TASK =>
Go through the lines below and tally each one holding "lists". Write only the total.

THE DATA =>
╔══

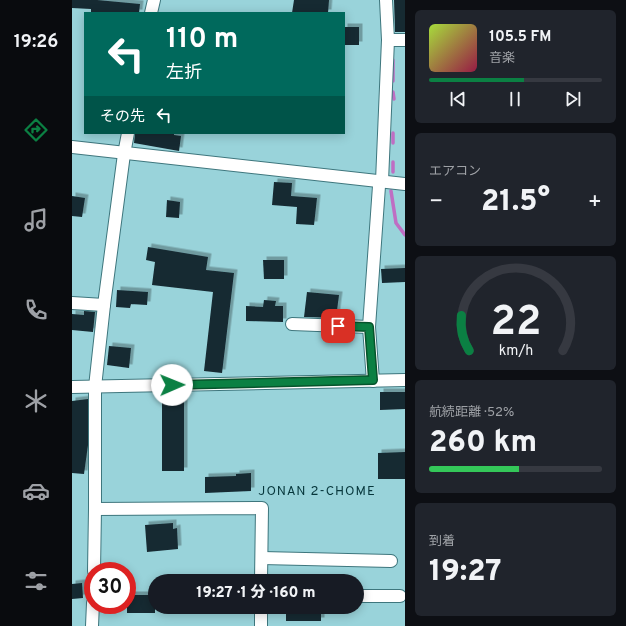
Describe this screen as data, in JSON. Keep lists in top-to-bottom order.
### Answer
{
  "districts": ["JONAN 2-CHOME"],
  "page": {
    "tabs": "19:26",
    "turn": ["110 m", "左折"],
    "song": ["105.5 FM", "音楽"],
    "then": "その先",
    "tile": [
      "エアコン",
      ["航続距離 · 52%", "260 km"],
      ["到着", "19:27"]
    ],
    "heat": ["−", "21.5°", "+"],
    "limit": "30",
    "trip": "19:27 · 1 分 · 160 m",
    "gauge": ["22", "km/h"]
  }
}
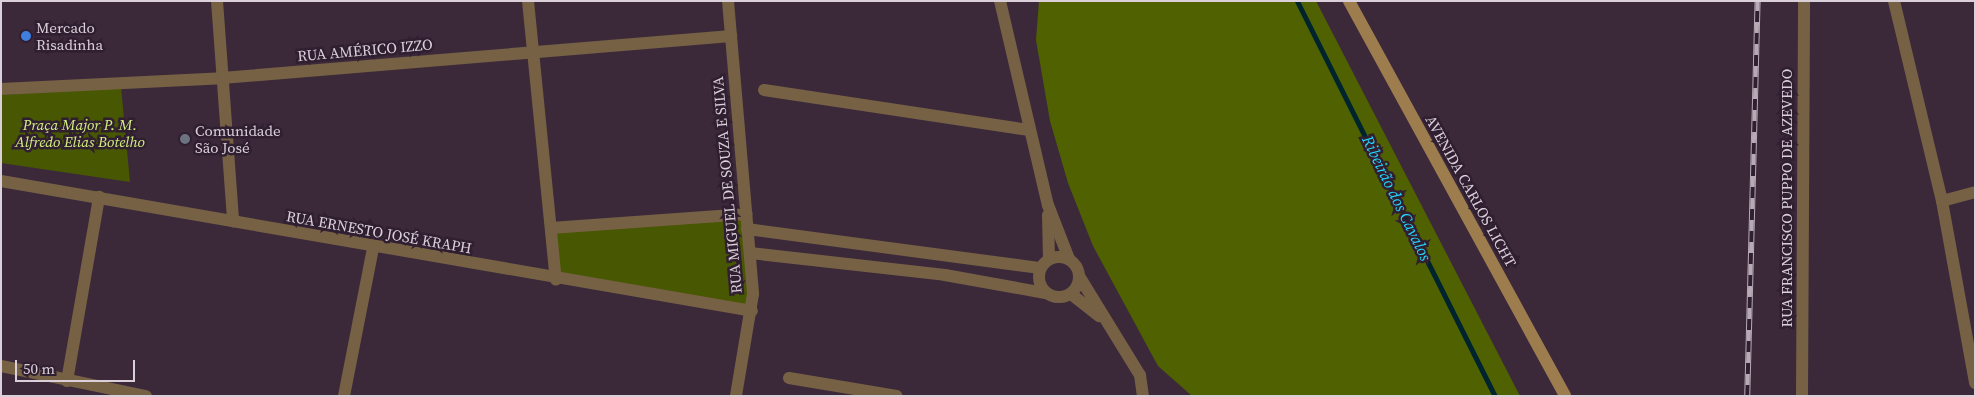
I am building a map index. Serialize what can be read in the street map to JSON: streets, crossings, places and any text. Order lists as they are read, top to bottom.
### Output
{
  "streets": {
    "main road": ["AVENIDA CARLOS LICHT"],
    "street": [
      "RUA AMÉRICO IZZO",
      "RUA MIGUEL DE SOUZA E SILVA",
      "RUA FRANCISCO PUPPO DE AZEVEDO",
      "RUA ERNESTO JOSÉ KRAPH"
    ]
  },
  "crossings": [
    ["RUA AMÉRICO IZZO", "RUA MIGUEL DE SOUZA E SILVA"],
    ["RUA MIGUEL DE SOUZA E SILVA", "RUA ERNESTO JOSÉ KRAPH"]
  ],
  "water": ["Ribeirão dos Cavalos"],
  "parks": ["Praça Major P. M. Alfredo Elias Botelho"],
  "places": ["Mercado Risadinha", "Comunidade São José"],
  "scale_bar": "50 m"
}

╚══

TASK RESULT =>
2